● **Records from a data source**
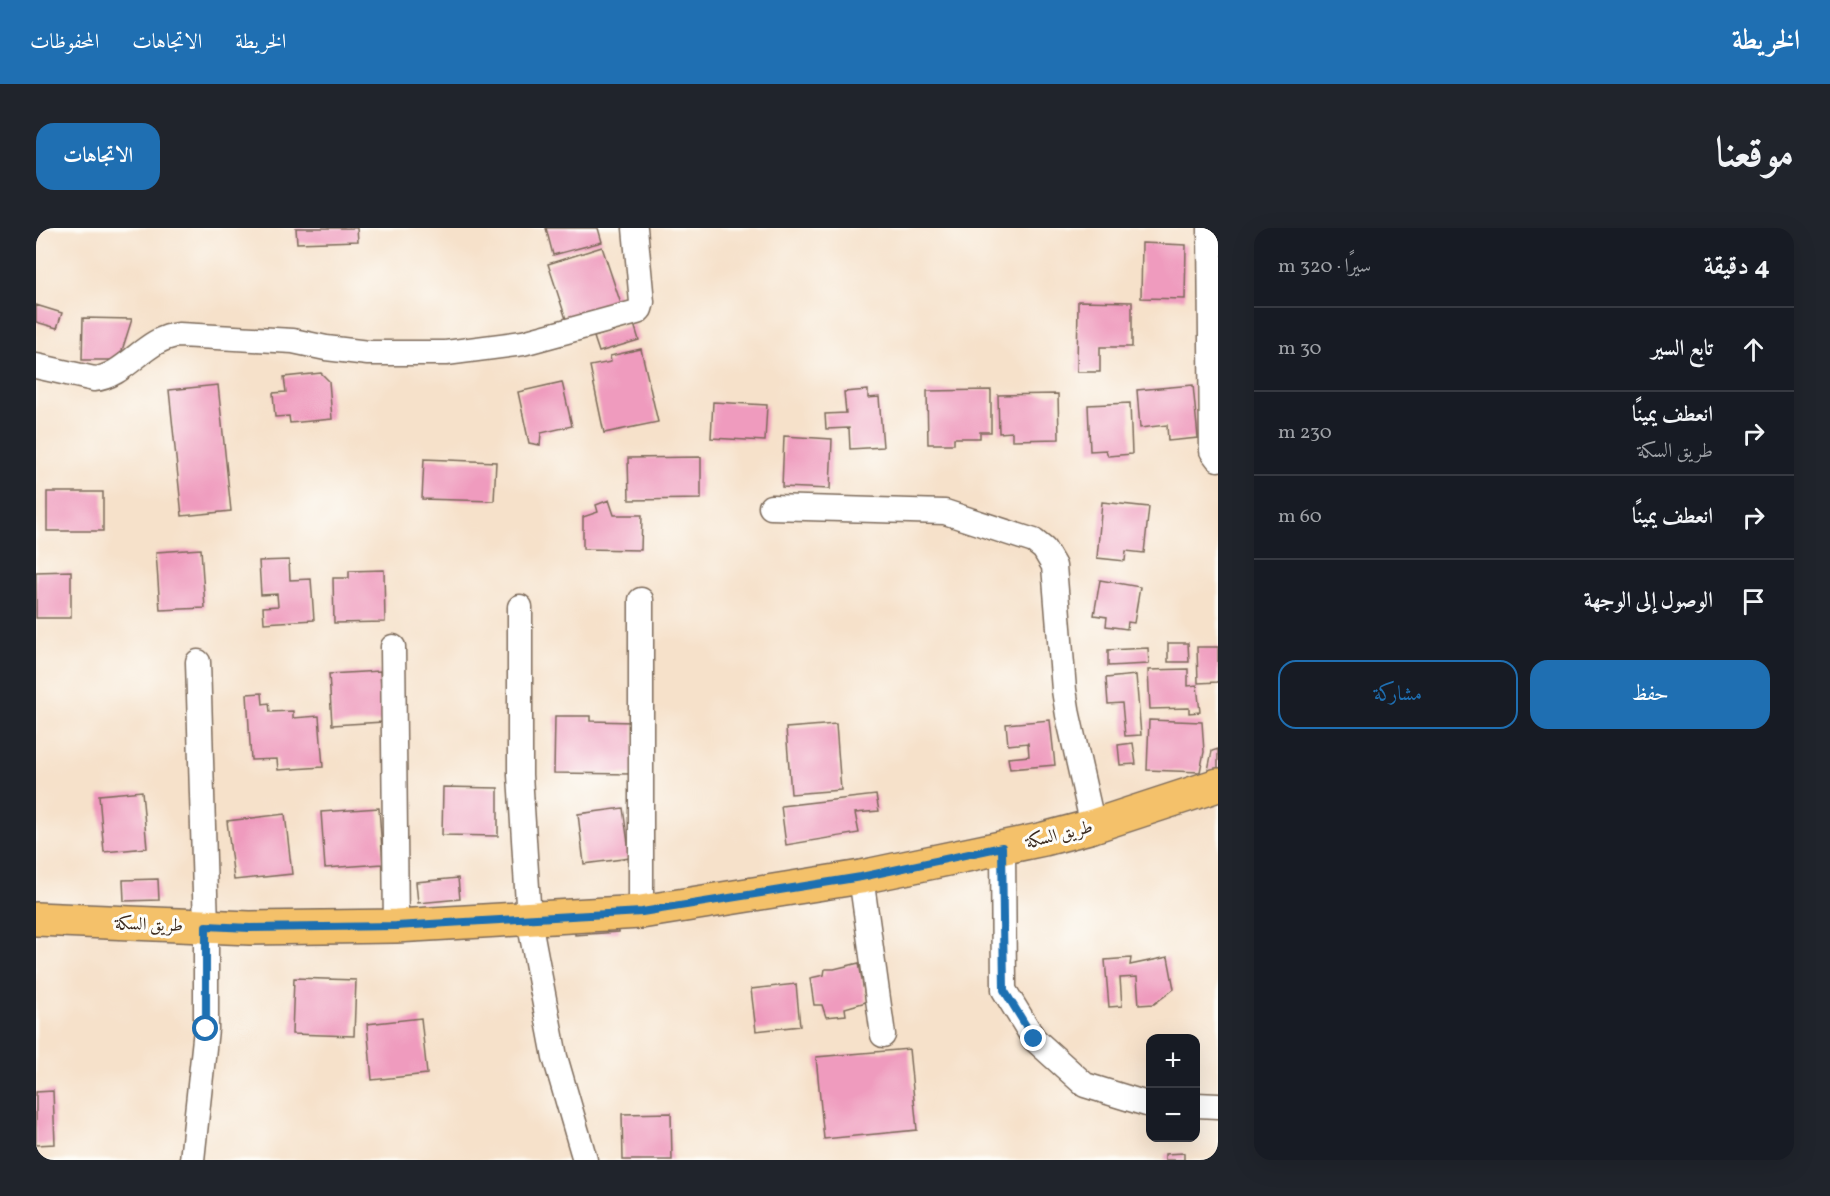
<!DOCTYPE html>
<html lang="ar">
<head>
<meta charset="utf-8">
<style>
  :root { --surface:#171b24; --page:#20242c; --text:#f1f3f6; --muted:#9ea1a6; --line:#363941; --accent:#1f6fb2 }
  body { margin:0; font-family:Vollkorn,Amiri,serif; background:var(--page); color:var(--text); direction:rtl }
  .controls { position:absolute; right:18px; bottom:18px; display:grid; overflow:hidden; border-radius:12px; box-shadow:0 6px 24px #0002 }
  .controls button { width:54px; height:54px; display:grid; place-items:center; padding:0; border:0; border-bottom:2px solid var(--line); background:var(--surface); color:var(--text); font:30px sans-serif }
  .stop { position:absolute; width:18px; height:18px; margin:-14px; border:4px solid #1f6fb2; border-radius:50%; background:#fff }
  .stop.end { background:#1f6fb2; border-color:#fff; box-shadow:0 2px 6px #0008 }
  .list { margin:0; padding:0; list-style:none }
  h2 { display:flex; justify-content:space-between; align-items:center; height:78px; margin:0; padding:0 24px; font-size:26px }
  h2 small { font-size:20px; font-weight:400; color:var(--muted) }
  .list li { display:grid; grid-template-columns:39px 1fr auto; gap:18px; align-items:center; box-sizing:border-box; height:84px; padding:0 24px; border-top:2px solid var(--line) }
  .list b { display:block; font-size:22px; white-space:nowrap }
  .list p { margin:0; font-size:20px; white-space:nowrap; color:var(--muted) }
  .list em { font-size:20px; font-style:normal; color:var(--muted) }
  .actions { display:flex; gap:12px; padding:18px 24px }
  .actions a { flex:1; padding:14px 0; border:2px solid var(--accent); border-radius:18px; text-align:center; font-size:21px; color:var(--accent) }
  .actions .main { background:var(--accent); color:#fff }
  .icon { flex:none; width:33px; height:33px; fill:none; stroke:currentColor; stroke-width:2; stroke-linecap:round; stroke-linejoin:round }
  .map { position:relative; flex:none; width:1182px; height:932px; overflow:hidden; direction:ltr; border-radius:18px }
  header { display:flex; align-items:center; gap:36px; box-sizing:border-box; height:84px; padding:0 30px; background:var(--accent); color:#fff }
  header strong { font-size:28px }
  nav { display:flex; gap:33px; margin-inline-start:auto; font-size:21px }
  .intro { display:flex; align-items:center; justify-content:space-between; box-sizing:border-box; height:144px; padding:0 36px }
  h1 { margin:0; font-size:42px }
  .button { padding:15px 27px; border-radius:18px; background:var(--accent); color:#fff; font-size:21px; font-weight:700 }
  main { display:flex; gap:36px; padding:0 36px }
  aside { flex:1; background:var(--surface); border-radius:18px; box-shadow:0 6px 24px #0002 }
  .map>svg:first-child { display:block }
</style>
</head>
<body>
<header>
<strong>الخريطة</strong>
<nav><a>الخريطة</a><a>الاتجاهات</a><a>المحفوظات</a></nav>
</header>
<div class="intro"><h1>موقعنا</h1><a class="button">الاتجاهات</a></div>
<main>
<aside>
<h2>4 دقيقة<small>سيرًا · 320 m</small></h2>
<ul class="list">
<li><svg class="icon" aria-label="ahead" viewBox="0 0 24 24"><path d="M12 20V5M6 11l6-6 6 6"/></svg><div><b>تابع السير</b></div><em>30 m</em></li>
<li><svg class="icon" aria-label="right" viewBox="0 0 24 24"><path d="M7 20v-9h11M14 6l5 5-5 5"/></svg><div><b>انعطف يمينًا</b><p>طريق السكة</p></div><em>230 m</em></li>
<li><svg class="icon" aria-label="right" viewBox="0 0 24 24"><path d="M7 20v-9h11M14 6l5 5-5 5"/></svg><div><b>انعطف يمينًا</b></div><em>60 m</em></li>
<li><svg class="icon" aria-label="arrive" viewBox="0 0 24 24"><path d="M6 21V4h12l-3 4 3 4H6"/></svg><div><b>الوصول إلى الوجهة</b></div></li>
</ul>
<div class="actions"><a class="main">حفظ</a><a>مشاركة</a></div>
</aside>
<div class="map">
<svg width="1182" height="932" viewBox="0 0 1182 932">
  <rect width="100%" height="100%" fill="#fdfcf7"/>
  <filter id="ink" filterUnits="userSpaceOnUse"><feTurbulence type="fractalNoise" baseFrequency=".0167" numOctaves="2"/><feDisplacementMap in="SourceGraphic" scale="12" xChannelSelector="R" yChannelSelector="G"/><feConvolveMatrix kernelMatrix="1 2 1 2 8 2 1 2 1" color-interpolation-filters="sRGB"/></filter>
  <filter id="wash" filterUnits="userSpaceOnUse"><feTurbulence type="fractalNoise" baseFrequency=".008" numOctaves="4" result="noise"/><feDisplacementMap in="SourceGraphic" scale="24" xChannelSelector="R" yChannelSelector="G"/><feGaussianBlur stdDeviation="1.35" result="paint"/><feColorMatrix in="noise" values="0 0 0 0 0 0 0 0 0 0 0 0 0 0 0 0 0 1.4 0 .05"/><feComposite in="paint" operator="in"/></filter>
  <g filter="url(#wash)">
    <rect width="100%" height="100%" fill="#f6e1ca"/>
    <g id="blocks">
      <!-- building -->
      <path fill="#ef9bbe" d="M260 0H321L322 13 261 15Z
        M510 0H562L566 14 517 27Z
        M1106 15 1150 17 1149 71 1105 70Z
        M566 19 585 76 531 94 512 36Z
        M1042 73 1096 74V119H1064V144H1041Z
        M0 77 26 85 21 100 0 94Z
        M47 90 96 91 83 132H46Z
        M598 96 603 112 563 124 558 109Z
        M605 121 622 194 568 205 554 138 575 134 574 128Z
        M285 145 293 153 296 191 254 195 253 188 239 189 237 165 250 164 248 149Z
        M526 154 536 198 505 205 504 217 493 215 482 164Z
        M182 157 195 283 146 288 133 162Z
        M1157 157 1162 210 1132 213 1131 197 1104 200 1101 162Z
        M832 162V170L843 169 847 219 814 221 813 200 790 201 789 186 810 185 808 164Z
        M955 162V204H944V210H918V216H892L891 163Z
        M1022 166 1023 211 976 212V204L963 205 962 167Z
        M677 174 731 177 729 213 675 210Z
        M1094 175 1096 226 1072 228 1070 222 1054 223 1052 177Z
        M748 208 796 211 794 261 746 259Z
        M665 229V271L593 272 592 230Z
        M388 231 460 234 458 273 386 271Z
        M11 264H67V303H11Z
        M573 272 578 287H606L605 322 547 321V289L562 284 560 277Z
        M1066 274 1113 279 1108 325 1090 323 1089 333 1061 330Z
        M165 321 169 380 124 382 120 324Z
        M253 332 254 352 275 351 278 392 228 395 227 379 242 378 241 366 225 367 223 333Z
        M348 342 349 394 298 395 297 350H313V343Z
        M35 343V390H0V344Z
        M1064 352 1104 359 1098 395 1092 394 1091 401 1070 398 1071 389 1058 387Z
        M1132 415H1152L1153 434H1132Z
        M1161 419H1182V454L1162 455Z
        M1112 420 1113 436 1072 438V422Z
        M1152 441V458L1161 457 1164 484 1153 485V480L1114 481 1112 442Z
        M344 443 347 494 296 497 293 446Z
        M1100 447 1105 507 1089 508 1086 475 1072 476 1070 450Z
        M226 465 227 476 233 475 234 484 257 483V490L283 488 287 539 242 542 241 531 215 532 211 466Z
        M519 488H554V493L598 494 597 546 518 545Z
        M1014 492 1019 537 974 541 972 530 993 528 992 515 972 517 970 496Z
        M1113 492 1166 494 1168 524 1164 544 1111 542Z
        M800 496 805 562 755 566 750 500Z
        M1097 515 1100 536 1084 537 1082 517Z
        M1182 521V540L1172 542 1176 523Z
        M407 559 462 560V608L406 607Z
        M106 563 111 620 68 624 63 567Z
        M840 567 843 583 819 585 823 605 750 617 745 578Z
        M343 580 347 636 289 640 285 584Z
        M587 580 594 630 548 636 542 586Z
        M249 586 256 646 198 652 191 593Z
        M422 650 424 671 382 675 380 654Z
        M122 651 123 672 88 673 87 652Z
        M582 690 583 704 539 707 538 693Z
        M1132 729 1138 761 1118 776 1103 777 1101 749 1084 750 1086 778 1073 779 1069 732 1095 730 1094 737Z
        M823 735 830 774 809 780 810 787 790 789 786 777H778L774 750 788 747 789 741H798Z
        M258 750 320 752 318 808 256 806Z
        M760 756 764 798 720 803 715 761Z
        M385 790 391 846 336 852 331 796Z
        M873 821 881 902 788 911 780 829Z
        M17 863 19 916 0 917V864Z
        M635 885 636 932H587L586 886Z
        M1148 925V932H1129V926Z"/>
    </g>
  </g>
  <g filter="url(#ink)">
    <use href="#blocks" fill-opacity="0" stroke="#7c6a5a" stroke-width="1.5"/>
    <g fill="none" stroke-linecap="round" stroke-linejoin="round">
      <!-- minor casing -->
      <g stroke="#7c6a5a" stroke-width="27">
        <path id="minor" d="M1174 0 1176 223 1182 231
          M0 138 58 151C89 149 110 109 143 107L257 113 290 120 332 125H410L487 115 601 84 604 81 606 74 599 0
          M735 279 909 284 998 313 1008 321 1018 338 1028 462 1032 487 1057 598
          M605 372V684
          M484 379V547L493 692 519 829 549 932
          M357 419 360 698
          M967 619 968 762 998 811 1049 857 1114 877
          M825 649 847 807
          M1160 877 1182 878
          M156 932 170 801V698L162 434"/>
      </g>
      <!-- primary casing -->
      <g stroke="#7c6a5a" stroke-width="36">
        <path id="primary" d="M0 691 214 700 360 698 605 684 825 649 1008 611 1057 598 1182 557"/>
      </g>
      <!-- minor -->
      <use href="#minor" stroke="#fff" stroke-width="24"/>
      <!-- primary -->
      <use href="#primary" stroke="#f4c16b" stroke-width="33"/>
    </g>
  </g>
  <g fill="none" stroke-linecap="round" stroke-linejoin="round" filter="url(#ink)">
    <!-- route -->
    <path stroke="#1f6fb2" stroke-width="8" d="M170 801V698L214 700 360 698 606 684 825 649 966 619 968 762 998 811"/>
  </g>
  <g text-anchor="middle" stroke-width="6" stroke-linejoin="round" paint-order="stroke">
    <!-- street labels -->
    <g font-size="18" fill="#3b2a1e" stroke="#fdfcf7">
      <text transform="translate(1023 606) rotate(-14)" y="6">طريق السكة</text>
      <text transform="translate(113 696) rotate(2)" y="6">طريق السكة</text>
    </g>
  </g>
</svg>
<div class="controls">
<button>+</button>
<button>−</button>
</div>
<div class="stop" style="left:170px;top:801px"></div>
<div class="stop end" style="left:998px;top:811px"></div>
</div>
</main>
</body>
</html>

● **TASK**
Match on "scale": copy every line in the records that has it.

● **EXERCISE OUTPUT**
  <filter id="ink" filterUnits="userSpaceOnUse"><feTurbulence type="fractalNoise" baseFrequency=".0167" numOctaves="2"/><feDisplacementMap in="SourceGraphic" scale="12" xChannelSelector="R" yChannelSelector="G"/><feConvolveMatrix kernelMatrix="1 2 1 2 8 2 1 2 1" color-interpolation-filters="sRGB"/></filter>
  <filter id="wash" filterUnits="userSpaceOnUse"><feTurbulence type="fractalNoise" baseFrequency=".008" numOctaves="4" result="noise"/><feDisplacementMap in="SourceGraphic" scale="24" xChannelSelector="R" yChannelSelector="G"/><feGaussianBlur stdDeviation="1.35" result="paint"/><feColorMatrix in="noise" values="0 0 0 0 0 0 0 0 0 0 0 0 0 0 0 0 0 1.4 0 .05"/><feComposite in="paint" operator="in"/></filter>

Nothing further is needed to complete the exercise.